We should arise from our Communion simultaneously as gentle as doves before our neighbor, as clever as serpents before the workings of the world, and as indomitable as lions in the face of the evil one (described also as a lion seeking to devour us – 1 Peter 5:8), ready to do battle against every kind of evil attack. When receiving Communion and in the subsequent period of thanksgiving, have an explicit intention, with the help of Mary, to ask God for the virtue of fortitude and the increase of that homonymous gift of the Holy Spirit. A Christian’s choice: lion or gerbil?

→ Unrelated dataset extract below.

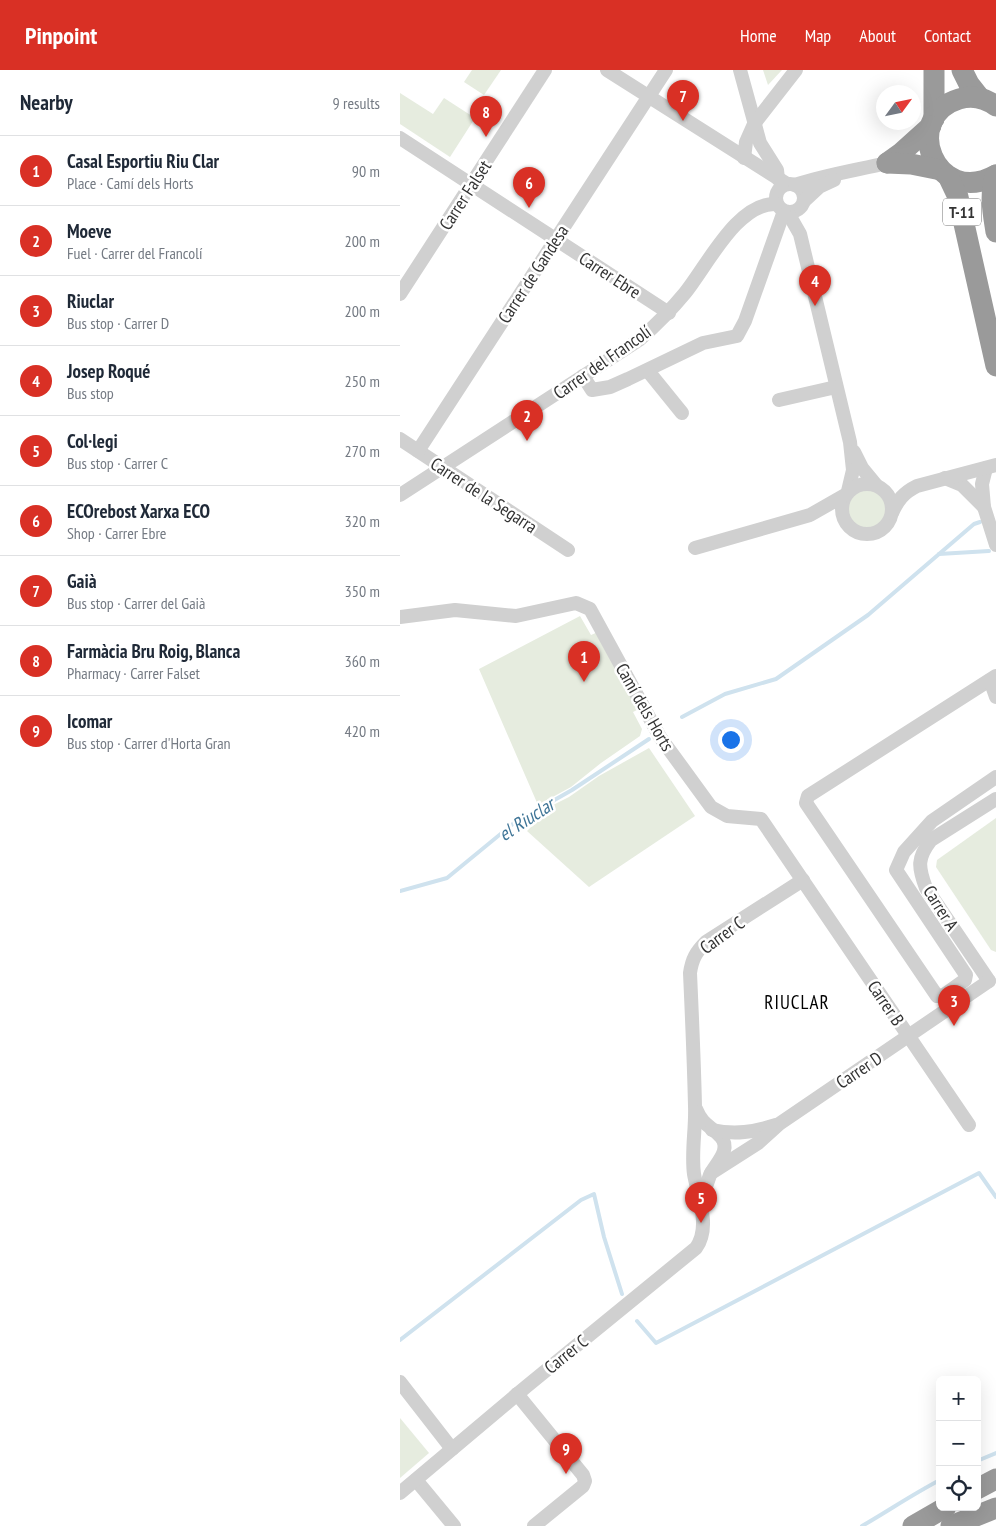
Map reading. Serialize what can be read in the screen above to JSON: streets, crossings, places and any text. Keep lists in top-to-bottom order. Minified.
{"streets":{"highway":["T-11"],"street":["Carrer Falset","Carrer de Gandesa","Carrer Ebre","Carrer del Francolí","Carrer de la Segarra","Camí dels Horts","Carrer A","Carrer C","Carrer B","Carrer D"]},"crossings":[["Carrer Falset","Carrer Ebre"],["Carrer de Gandesa","Carrer Ebre"],["Carrer de Gandesa","Carrer de la Segarra"],["Carrer Ebre","Carrer del Francolí"],["Carrer del Francolí","Carrer de la Segarra"],["Camí dels Horts","Carrer C"],["Camí dels Horts","Carrer B"],["Carrer A","Carrer D"],["Carrer C","Carrer B"],["Carrer C","Carrer D"],["Carrer B","Carrer D"]],"districts":["RIUCLAR"],"water":["el Riuclar"],"north":"top right","page":{"header":"Pinpoint","nav":["Home","Map","About","Contact"],"heading":["Nearby","9 results"],"pins":["7","8","6","4","2","1","3","5","9"],"list":[{"mark":"1","name":"Casal Esportiu Riu Clar","note":"Place · Camí dels Horts","value":"90 m"},{"mark":"2","name":"Moeve","note":"Fuel · Carrer del Francolí","value":"200 m"},{"mark":"3","name":"Riuclar","note":"Bus stop · Carrer D","value":"200 m"},{"mark":"4","name":"Josep Roqué","note":"Bus stop","value":"250 m"},{"mark":"5","name":"Col·legi","note":"Bus stop · Carrer C","value":"270 m"},{"mark":"6","name":"ECOrebost Xarxa ECO","note":"Shop · Carrer Ebre","value":"320 m"},{"mark":"7","name":"Gaià","note":"Bus stop · Carrer del Gaià","value":"350 m"},{"mark":"8","name":"Farmàcia Bru Roig, Blanca","note":"Pharmacy · Carrer Falset","value":"360 m"},{"mark":"9","name":"Icomar","note":"Bus stop · Carrer d'Horta Gran","value":"420 m"}],"map_buttons":["+","−"]}}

Speaking of lion or gerbil, I read a report (13 May) by Robert Moynihan on the website of Inside The Vatican called “Return of the Latin Mass?” claiming an exclusive interview with the Vatican’s new liturgical lion His Eminence Francis Card. Arinze, prefect of the Congregation for Divine Worship and Discipline of the Sacraments (CDW). This is interesting. As attentive readers of the Pope’s new encyclical EdE noticed, the CDW is supposed to issue a document of a disciplinary nature concerning liturgical norms, abuses, etc. The Pope wrote in EdE 52: “Precisely to bring out more clearly this deeper meaning of liturgical norms, I have asked the competent offices of the Roman Curia to prepare a more specific document, including prescriptions of a juridical nature, on this very important subject. No one is permitted to undervalue the mystery entrusted to our hands: it is too great for anyone to feel free to treat it lightly and with disregard for its sacredness and its universality.” Card. Arinze says it will come out between October and Christmas. Perhaps in reference to the “universal indult” for all priests that is rumored in many circles to be on the horizon, Mr. Moynihan reports that Card. Arinze says the document will promote far wider use of the “Tridentine” Mass, even perhaps on a weekly basis, in every parish in the world. (I will believe that when I see it!) Card. Arinze told Mr. Moynihan (and I can picture him shaking his mane while he said it), “We want to respond to the spiritual hunger and sorrow so many of the faithful have expressed to us because of liturgical celebrations that seemed irreverent and unworthy of true adoration of God. You might sum up our document with words that echo the final words of the Mass: ‘The do-it-yourself Mass is ended. Go in peace.’”
Your Eminence, WDTPRS is not convinced that that is what the “Ite, missa est!” dismissal really says but… thanks be to God Almighty… it’ll do!